Özledim sanacaksın...
İlgisi yok.
Elbette iki iyi arkadaş olmayacaktık.
Ama iyi hatırlıyorum ben seni hep. Hep demeyeyim, genelde. Çok kızıp, durulduktan sonra mesela. Bazen sinirleniyorum çünkü. Acayip haller içinde oluyorsun diyorum, anlam da veremiyorum ki. Mesela... Neden üzülüyorsun beni gördüğüne? Ya da şöyle sorayım: Neden sonradan, üzüldüğünü söyleme ihtiyacı hissediyorsun? Hayır üzülmüyorsun çünkü, biliyorum. Ben de üzülmüyorum.
Nasıl üzülebilirim ki?
Tek başıma güneyden inerken bir gün geliyor aklıma. Midemde kelebeklerin uçtuğunu tespit ettiğim gün. Hissediyordum onları, beni öptüğünü hatırlayınca hissediyordum, oradaydılar işte. Manzarada, bankta oradaydılar. Sonra Ortaköy sahilden geçiyorum, aptallığımı hatırlayıp gülümsüyorum. Bebek'te kapanan (kim bilir kaç kere kapanan veya el değiştiren) restoranın önünden geçiyorum, aptallığını hatırlayıp gülümsüyorum. O gün ben bir peçete almıştım ordan. Kız çocuğu gibi, koleksiyon yapan. Bir şey düşünmemiştim, gayri ihtiyari bir hareketti. Sonra başka bir şeyler daha topladım ordan burdan; liseli kız gibi. Sinema bileti, akbil fişi, bilmemne (aşk hiç biter mi?)
Sonra sen korkmuştun. Onları görünce korkmuştun benden. (Benden mi?) Sevgimden.
"Öyle sınırsız, öyle derin, öyle çok severim ki korkarsın..." Üstüme yok çünkü, sevgimle korkutmakta. Bak, korkuttuklarımı topluyorum şimdi de ordan burdan, son anlarını yaşayan bir yaşlı kadın gibi.
Seni düşünmek beni gençleştiriyor. 19 yaşındayım, hep 19 yaşındayım ve beni hep böyle hatırlayayım istiyorum.
Artık senden yaşlıyım sevgili.
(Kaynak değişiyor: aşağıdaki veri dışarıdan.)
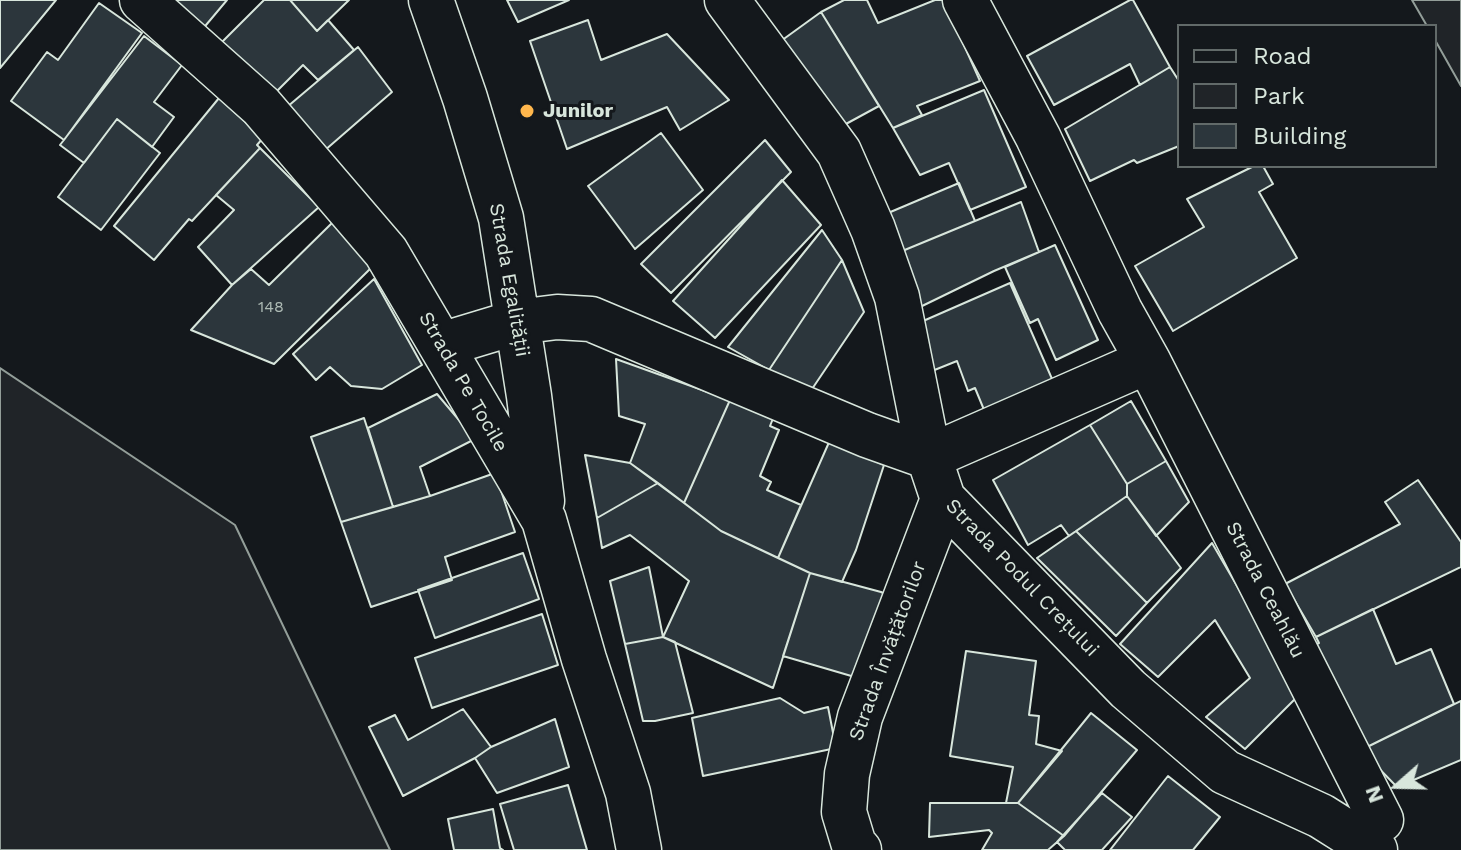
<!DOCTYPE html>
<html>
<head>
<meta charset="utf-8">
<style>
  body { margin:0 }
  #map { position:relative; width:1461px; height:850px; overflow:hidden; background:#14181c; font-family:"Work Sans",sans-serif }
  canvas { display:block }
  .legend { position:absolute; left:1177px; top:24px; width:260px; height:144px; box-sizing:border-box; background:#14181c; border:2px solid #626a69; margin:0; padding:10px 14px; list-style:none; font-size:24px; color:#d8e6dc }
  .legend li { display:flex; align-items:center; gap:16px; height:40px }
  .legend b { width:40px; border:2px solid #626a69 }
  .north { position:absolute; left:1357px; top:746px; width:80px; height:80px; -webkit-text-stroke:6px #14181c; paint-order:stroke; rotate:250deg; font-size:22px; font-weight:700; line-height:32px; text-align:center; color:#d8e6dc }
  .north::after { content:''; display:block; margin:auto; width:28px; height:36px; background:#d8e6dc; clip-path:polygon(50% 0,100% 100%,50% 72%,0 100%) }
</style>
</head>
<body>
<div id="map">
<canvas width="1461" height="850"></canvas>
<ul class="legend">
<li><b style="height:10px;background:#14181c"></b>Road</li>
<li><b style="height:22px;background:#202428"></b>Park</li>
<li><b style="height:22px;background:#2c363c"></b>Building</li>
</ul>
<div class="north">N</div>
</div>
<script>
const ctx = document.querySelector('canvas').getContext('2d');
ctx.lineJoin = 'round';
function paint(path, color) {
  ctx.fillStyle = color;
  ctx.fill(path, 'evenodd');
}
function stroke(path, color, width, dash) {
  ctx.strokeStyle = color;
  ctx.lineWidth = width;
  ctx.lineCap = dash ? 'butt' : 'round';
  ctx.setLineDash(dash || []);
  ctx.stroke(path);
}
function write(font, color, halo, rows, align = 'center') {
  ctx.font = font + ' "Work Sans",sans-serif';
  ctx.lineWidth = 6;
  ctx.setLineDash([]);
  ctx.textBaseline = 'middle';
  ctx.strokeStyle = halo;
  ctx.fillStyle = color;
  for (const [text, x, y, turn = 0] of rows) {
    ctx.save();
    ctx.translate(x, y);
    ctx.rotate((+turn || 0) * Math.PI / 180);
    ctx.textAlign = isNaN(turn) ? turn : align;
    if (halo) ctx.strokeText(text, 0, 0);
    ctx.fillText(text, 0, 0);
    ctx.restore();
  }
}
const green = new Path2D(`
  M1412 0H1461V86L1435 40V26H1427Z
  M0 368 235 525 390 850H0Z`);
paint(green, '#202428');
stroke(green, '#939e99', 2);
const building = new Path2D(`
  M0 0H56L0 68Z
  M160 0H227L201 31Z
  M264 0H290L317 31 328 20 354 50 318 80 303 65 269 99 218 46Z
  M290 0H349L317 31Z
  M507 0H569L518 22Z
  M844 0H867L878 23 935 0H944L980 81 917 106 922 115 893 128 821 12Z
  M1130 0H1133L1170 67 1140 85 1130 64 1054 105 1027 56Z
  M99 3 142 33 64 140 11 101 47 52 58 60Z
  M821 12 879 106 833 131 774 46Z
  M588 20 601 60 667 34 729 100 680 130 667 107 567 149 530 41Z
  M144 36 182 65 154 102 174 117 152 147 117 119 84 163 60 145Z
  M358 47 392 92 324 151 287 107Z
  M1170 67 1179 81V146L1137 163 1134 160 1090 181 1065 129Z
  M984 90 1026 187 970 210 949 163 920 175 893 128Z
  M219 98 263 138 257 145 260 148 192 221 189 219 154 260 114 226Z
  M117 119 160 153 101 230 58 197Z
  M661 133 703 190 635 249 588 186Z
  M765 140 791 172 671 293 641 264Z
  M260 148 319 207 232 285 198 247 234 210 216 195Z
  M1254 166H1263L1273 184 1259 192 1297 258 1173 331 1135 266 1204 227 1187 199Z
  M782 180 821 225 715 338 673 301Z
  M959 183 975 221 895 254 881 216Z
  M1021 202 1039 252 994 271 918 308 895 254Z
  M333 222 374 265 274 364 191 330 232 285 251 269 269 285Z
  M822 230 842 260 769 370 728 347Z
  M1055 245 1098 340 1056 360 1038 319 1030 323 1005 267Z
  M842 260 864 312 810 392 769 370Z
  M374 279 422 365 382 389 351 386 330 367 316 380 293 354Z
  M1010 283 1056 388 987 417 975 388 968 391 957 361 932 371 914 325Z
  M616 359 730 400 684 503 630 463 645 424 619 416Z
  M437 394 475 439 420 467 430 496 393 507 368 428Z
  M730 400 774 416 770 426 779 430 760 476 771 482 767 490 801 505 778 558 721 531 684 503Z
  M1131 401 1166 461 1127 484 1090 425Z
  M364 418 393 507 341 522 311 437Z
  M1090 425 1127 484V496L1069 536 1061 525 1028 545 993 480Z
  M830 440 884 465 856 550 842 582 810 573 778 558Z
  M585 455 630 463 658 483 597 518Z
  M1166 461 1189 502 1156 536 1127 496V484Z
  M495 473 515 532 445 557 452 580 371 607 341 522 430 496Z
  M1418 480 1461 542V567L1316 637 1285 584 1400 524 1385 502Z
  M658 483 721 531 810 573 773 688 663 637 689 581 630 535 602 548 597 518Z
  M1127 496 1181 568 1147 603 1076 531Z
  M1076 531 1147 603 1116 636 1037 558Z
  M1212 543 1300 694 1245 749 1206 717 1250 678 1215 620 1158 677 1120 644Z
  M523 553 539 599 435 638 418 590Z
  M649 567 663 637 625 644 610 581Z
  M810 573 881 592 887 595 865 680 783 656Z
  M1373 609 1396 664 1431 649 1454 704 1361 750 1313 646 1319 643 1316 637Z
  M542 614 558 665 432 708 415 658Z
  M663 637 675 642 693 713 655 721H643L625 644Z
  M966 651 1036 661 1029 715 1039 716 1036 744 1062 751 1018 803H1006L1013 767 950 756Z
  M780 698 804 713 828 707 836 748 703 776 692 718Z
  M1461 701V760L1397 787 1361 750Z
  M463 709 491 747 475 758 403 796 369 727 395 715 408 740Z
  M1091 713 1137 750 1064 836 1018 803Z
  M555 719 569 767 497 793 475 758 491 747Z
  M1168 776 1220 817 1193 850H1110Z
  M568 785 587 850H514L500 804Z
  M1102 793 1132 817 1102 850H1065L1057 842Z
  M930 803H1018L1064 836 1048 850H982L992 833 989 830 929 837Z
  M493 809 500 848 503 850H454L448 819Z`);
paint(building, '#2c363c');
stroke(building, '#d8e6dc', 2);
const minor = new Path2D(`
  M142 0 261 106 386 252 544 520 584 659 628 793 639 850
  M431 0 465 98 501 218 529 396 542 501
  M727 0 839 152 873 229 897 297 929 457 1148 361
  M965 0 1038 137 1120 311 1148 361 1381 820
  M441 345 517 322 557 317 591 319 867 435 929 457 943 499 1128 689 1225 772 1321 816 1375 850
  M859 850 854 845 844 812 847 774 860 717 943 499`);
stroke(minor, '#d8e6dc', 47);
stroke(minor, '#14181c', 44);
for (const [x, y, r, color] of [
  [527,111,8,"#ffb74d"]
]) {
  const dot = new Path2D();
  dot.arc(x, y, r, 0, 2 * Math.PI);
  ctx.fillStyle = color;
  ctx.fill(dot);
  stroke(dot, '#14181c', 3);
}
write('16px', '#adbab4', null, [
  ["148",271,307]
]);
write('bold 20px', '#d8e6dc', '#14181c', [
  ["Junilor",543,111]
], 'left');
write('20px', '#d8e6dc', '#14181c', [
  ["Strada Egalității",509,280,80],
  ["Strada Pe Tocile",463,382,60],
  ["Strada Podul Crețului",1022,578,46],
  ["Strada Ceahlău",1265,590,63],
  ["Strada Învățătorilor",888,651,-70]
]);
</script>
</body>
</html>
Oysa o zaman çok büyüktün.
Yıldönümümüz kutlu olsun.
(01-04 Aralık 2010, İstanbul)
2 yazmadan duramayan var!:
Ah Bellatrix, böyle yapıyosun, yazıyosun, yazık bana okudukça, kendimi buldukça! bu yorumumu yayınla diye değil, aşağıdakini oku diye gönderiyorum :)
Sevgiler
http://kultursokellasi.blogspot.com/2010/09/ani-kutulari.html
:)
Yazımın arası:
"Ben o anıları sana verdim. Sense bana geri verdin, çünkü bakamazdın onlara, çünkü bakmaktan korkardın, çünkü başkası görse (mazallah, başkası görse) utanırdın o biçim.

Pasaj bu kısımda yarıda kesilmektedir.